**Work instruction:** Print exactly what the entries say, line by line, from the first line down to the one with "position:relative; flex:1; overflow:hidden", inclusive.

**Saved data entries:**
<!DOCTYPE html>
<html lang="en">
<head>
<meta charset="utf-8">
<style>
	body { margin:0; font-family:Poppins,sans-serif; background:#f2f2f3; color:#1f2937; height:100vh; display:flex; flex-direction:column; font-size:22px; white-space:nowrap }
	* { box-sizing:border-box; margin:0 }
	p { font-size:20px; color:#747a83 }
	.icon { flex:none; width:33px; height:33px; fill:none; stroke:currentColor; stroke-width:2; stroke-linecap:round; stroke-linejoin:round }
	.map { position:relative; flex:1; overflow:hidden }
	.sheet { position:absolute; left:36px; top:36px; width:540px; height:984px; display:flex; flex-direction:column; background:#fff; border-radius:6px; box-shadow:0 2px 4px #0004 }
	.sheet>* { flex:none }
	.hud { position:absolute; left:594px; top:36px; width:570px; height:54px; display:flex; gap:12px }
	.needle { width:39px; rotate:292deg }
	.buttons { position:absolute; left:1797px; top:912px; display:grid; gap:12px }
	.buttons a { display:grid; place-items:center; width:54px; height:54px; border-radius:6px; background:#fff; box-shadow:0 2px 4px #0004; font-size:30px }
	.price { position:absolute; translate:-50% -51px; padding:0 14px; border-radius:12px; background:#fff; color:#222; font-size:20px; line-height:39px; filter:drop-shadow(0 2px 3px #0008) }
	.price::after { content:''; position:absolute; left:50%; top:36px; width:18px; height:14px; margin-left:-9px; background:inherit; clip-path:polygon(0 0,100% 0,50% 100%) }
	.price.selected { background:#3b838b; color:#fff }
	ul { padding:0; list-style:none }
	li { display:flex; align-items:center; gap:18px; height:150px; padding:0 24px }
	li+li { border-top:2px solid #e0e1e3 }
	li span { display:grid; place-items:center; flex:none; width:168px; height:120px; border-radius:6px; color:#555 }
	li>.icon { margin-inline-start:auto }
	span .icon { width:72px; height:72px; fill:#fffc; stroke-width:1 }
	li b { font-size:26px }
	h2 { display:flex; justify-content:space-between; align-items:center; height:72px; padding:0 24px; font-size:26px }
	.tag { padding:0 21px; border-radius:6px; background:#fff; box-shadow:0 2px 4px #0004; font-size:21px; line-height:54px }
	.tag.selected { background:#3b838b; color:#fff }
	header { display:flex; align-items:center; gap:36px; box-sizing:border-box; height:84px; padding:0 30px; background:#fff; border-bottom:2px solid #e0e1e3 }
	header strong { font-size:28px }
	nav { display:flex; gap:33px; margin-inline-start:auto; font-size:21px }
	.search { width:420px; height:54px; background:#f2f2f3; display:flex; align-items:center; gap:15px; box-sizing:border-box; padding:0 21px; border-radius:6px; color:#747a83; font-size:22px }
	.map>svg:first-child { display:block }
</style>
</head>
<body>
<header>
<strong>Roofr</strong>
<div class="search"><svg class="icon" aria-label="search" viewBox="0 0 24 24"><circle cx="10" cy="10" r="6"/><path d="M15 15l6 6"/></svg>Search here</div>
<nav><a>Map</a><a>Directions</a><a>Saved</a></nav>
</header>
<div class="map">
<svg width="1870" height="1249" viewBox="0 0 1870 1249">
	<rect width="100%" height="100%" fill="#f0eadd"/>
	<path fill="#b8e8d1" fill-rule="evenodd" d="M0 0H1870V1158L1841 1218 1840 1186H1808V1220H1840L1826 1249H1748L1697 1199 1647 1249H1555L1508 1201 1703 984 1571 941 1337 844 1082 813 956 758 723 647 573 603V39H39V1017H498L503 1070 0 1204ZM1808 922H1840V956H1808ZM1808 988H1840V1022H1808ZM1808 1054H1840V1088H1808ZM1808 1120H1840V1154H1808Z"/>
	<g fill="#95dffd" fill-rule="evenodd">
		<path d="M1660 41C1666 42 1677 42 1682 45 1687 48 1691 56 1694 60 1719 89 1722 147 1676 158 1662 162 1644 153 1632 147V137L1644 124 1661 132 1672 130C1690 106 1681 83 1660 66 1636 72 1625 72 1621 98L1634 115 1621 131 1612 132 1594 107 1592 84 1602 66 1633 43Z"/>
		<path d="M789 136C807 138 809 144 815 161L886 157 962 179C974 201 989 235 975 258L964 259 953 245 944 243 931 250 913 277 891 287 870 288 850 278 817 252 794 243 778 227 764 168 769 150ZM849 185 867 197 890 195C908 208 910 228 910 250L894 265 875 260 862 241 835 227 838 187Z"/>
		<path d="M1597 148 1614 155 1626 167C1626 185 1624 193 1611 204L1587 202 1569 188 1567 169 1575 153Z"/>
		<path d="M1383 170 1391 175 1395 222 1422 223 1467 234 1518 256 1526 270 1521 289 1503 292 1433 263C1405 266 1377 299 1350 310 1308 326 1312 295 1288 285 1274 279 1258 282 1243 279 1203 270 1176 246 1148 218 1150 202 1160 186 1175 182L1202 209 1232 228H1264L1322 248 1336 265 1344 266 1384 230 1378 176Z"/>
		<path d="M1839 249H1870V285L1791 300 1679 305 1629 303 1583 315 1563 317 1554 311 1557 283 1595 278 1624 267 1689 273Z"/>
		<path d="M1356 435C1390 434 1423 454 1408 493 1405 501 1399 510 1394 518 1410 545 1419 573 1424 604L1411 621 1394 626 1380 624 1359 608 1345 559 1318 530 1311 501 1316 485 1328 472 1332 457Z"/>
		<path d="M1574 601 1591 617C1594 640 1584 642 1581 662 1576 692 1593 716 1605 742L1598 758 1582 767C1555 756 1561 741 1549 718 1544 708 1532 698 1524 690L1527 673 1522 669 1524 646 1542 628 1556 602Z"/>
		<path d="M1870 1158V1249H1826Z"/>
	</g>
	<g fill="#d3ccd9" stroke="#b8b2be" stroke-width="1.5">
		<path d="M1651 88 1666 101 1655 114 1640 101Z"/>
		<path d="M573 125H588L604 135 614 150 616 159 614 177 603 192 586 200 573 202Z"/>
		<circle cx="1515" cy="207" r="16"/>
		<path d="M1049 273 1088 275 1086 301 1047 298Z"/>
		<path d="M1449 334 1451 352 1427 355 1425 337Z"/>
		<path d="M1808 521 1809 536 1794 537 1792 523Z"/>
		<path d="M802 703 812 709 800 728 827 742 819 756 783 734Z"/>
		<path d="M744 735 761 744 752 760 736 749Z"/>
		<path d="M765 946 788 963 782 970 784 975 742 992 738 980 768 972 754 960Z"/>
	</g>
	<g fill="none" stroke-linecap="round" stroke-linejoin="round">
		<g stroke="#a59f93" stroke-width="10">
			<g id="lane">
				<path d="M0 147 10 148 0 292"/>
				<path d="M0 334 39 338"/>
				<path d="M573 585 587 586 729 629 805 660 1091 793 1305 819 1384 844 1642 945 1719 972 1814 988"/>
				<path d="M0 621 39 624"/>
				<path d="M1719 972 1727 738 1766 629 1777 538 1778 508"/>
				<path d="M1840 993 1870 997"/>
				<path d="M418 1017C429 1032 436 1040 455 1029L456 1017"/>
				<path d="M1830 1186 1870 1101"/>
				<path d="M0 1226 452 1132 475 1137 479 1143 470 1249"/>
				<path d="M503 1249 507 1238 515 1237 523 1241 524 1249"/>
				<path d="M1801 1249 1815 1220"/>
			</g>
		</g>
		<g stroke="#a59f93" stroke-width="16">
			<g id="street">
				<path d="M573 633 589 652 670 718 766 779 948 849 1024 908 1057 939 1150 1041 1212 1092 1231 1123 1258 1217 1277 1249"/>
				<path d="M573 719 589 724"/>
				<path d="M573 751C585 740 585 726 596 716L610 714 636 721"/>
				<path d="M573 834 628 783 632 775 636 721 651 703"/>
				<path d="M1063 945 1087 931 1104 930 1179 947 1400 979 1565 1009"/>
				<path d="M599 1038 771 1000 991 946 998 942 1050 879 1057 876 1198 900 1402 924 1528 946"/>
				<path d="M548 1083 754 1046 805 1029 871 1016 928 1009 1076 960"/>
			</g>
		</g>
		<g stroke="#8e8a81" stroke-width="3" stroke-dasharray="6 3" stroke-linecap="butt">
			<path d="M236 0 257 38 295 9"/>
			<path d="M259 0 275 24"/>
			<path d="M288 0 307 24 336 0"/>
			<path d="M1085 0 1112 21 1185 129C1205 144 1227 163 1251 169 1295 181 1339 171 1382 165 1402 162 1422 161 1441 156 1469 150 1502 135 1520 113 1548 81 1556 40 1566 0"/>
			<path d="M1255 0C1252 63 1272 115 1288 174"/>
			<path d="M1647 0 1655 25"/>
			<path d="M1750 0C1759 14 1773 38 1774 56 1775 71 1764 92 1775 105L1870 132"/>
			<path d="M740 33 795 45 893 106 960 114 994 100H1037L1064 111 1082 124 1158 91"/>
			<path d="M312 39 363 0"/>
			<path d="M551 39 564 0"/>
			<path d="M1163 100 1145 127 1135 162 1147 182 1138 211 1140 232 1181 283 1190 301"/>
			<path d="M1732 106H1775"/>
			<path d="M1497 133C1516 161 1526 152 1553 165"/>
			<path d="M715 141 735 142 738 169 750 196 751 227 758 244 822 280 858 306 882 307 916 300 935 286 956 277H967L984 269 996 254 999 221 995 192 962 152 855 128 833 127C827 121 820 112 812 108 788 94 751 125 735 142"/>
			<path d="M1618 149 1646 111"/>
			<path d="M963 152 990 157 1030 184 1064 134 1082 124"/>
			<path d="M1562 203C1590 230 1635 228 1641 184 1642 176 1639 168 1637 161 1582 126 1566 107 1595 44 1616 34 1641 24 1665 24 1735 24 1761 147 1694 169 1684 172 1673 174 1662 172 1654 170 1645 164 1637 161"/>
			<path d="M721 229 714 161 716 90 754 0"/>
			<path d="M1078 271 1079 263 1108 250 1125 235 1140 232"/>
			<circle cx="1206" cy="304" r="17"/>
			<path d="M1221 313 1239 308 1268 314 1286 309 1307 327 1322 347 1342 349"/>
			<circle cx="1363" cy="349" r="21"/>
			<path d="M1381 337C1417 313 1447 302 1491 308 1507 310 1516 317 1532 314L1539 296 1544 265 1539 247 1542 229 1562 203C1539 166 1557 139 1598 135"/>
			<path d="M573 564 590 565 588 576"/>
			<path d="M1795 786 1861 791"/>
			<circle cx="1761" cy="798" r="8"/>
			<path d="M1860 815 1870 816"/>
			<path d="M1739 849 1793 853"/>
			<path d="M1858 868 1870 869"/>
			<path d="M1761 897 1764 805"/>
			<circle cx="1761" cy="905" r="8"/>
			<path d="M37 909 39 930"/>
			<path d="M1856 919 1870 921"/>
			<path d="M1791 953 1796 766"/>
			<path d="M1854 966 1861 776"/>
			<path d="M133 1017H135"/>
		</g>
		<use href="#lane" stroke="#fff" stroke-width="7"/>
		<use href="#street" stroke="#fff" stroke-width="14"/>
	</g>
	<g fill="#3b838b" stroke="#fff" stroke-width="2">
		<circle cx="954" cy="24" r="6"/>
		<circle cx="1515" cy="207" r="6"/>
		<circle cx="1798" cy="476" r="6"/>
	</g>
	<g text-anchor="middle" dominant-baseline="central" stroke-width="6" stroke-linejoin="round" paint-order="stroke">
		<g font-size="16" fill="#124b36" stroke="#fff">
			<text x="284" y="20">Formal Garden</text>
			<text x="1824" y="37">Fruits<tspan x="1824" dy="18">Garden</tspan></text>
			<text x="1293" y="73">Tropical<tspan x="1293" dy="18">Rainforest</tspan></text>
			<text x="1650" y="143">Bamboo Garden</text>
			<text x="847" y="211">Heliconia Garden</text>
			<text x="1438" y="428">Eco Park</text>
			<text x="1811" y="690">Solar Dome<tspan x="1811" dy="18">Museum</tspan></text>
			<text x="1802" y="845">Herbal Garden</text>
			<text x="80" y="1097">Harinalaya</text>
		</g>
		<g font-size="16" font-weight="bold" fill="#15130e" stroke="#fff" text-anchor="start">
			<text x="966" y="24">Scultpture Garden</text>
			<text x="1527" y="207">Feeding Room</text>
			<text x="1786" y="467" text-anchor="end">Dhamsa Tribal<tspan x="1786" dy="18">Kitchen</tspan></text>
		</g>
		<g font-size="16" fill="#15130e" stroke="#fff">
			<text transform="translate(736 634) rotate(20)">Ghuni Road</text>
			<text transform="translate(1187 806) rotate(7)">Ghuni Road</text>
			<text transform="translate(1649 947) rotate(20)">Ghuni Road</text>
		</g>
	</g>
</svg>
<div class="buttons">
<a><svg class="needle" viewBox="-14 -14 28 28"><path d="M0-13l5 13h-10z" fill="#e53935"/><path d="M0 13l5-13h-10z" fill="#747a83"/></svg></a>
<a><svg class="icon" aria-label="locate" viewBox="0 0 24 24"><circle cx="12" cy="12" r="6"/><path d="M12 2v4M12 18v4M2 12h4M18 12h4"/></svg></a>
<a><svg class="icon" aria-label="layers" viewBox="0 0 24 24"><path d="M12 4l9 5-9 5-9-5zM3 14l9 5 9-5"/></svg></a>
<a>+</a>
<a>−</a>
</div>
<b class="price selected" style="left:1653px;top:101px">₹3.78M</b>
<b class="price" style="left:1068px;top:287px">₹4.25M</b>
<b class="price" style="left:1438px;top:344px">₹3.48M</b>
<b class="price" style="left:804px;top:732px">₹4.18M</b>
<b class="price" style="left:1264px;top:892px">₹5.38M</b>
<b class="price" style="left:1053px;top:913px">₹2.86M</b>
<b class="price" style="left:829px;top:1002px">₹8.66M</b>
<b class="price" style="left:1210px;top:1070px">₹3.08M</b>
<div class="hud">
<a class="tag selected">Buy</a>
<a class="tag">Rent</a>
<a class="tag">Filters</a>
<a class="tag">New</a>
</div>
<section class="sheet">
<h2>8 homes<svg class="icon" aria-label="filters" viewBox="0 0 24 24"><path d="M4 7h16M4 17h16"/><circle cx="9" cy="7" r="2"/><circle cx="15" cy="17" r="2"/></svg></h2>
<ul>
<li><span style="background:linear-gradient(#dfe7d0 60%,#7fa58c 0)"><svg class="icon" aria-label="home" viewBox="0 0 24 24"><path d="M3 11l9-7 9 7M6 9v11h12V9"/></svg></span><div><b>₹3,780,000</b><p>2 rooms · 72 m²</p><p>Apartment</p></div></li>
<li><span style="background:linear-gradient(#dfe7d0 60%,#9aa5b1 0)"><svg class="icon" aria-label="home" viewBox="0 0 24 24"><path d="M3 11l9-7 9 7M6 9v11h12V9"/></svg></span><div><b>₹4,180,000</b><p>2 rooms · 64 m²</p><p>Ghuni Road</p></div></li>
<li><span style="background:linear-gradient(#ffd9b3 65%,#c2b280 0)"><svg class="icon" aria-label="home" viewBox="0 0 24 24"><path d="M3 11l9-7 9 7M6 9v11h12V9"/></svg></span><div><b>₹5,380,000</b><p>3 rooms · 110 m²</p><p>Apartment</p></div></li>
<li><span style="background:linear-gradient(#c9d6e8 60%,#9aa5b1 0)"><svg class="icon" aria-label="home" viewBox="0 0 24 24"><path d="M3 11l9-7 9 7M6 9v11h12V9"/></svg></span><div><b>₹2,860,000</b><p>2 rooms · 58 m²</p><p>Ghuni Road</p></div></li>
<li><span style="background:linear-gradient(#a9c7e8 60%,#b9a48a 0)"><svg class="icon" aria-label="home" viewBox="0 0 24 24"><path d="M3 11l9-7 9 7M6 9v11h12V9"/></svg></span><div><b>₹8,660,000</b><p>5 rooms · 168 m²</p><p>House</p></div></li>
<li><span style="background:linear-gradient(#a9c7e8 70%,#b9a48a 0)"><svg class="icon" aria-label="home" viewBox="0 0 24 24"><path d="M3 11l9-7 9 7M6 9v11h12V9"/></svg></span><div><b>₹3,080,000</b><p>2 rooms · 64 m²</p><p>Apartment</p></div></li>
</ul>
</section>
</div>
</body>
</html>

**Answer box:**
<!DOCTYPE html>
<html lang="en">
<head>
<meta charset="utf-8">
<style>
	body { margin:0; font-family:Poppins,sans-serif; background:#f2f2f3; color:#1f2937; height:100vh; display:flex; flex-direction:column; font-size:22px; white-space:nowrap }
	* { box-sizing:border-box; margin:0 }
	p { font-size:20px; color:#747a83 }
	.icon { flex:none; width:33px; height:33px; fill:none; stroke:currentColor; stroke-width:2; stroke-linecap:round; stroke-linejoin:round }
	.map { position:relative; flex:1; overflow:hidden }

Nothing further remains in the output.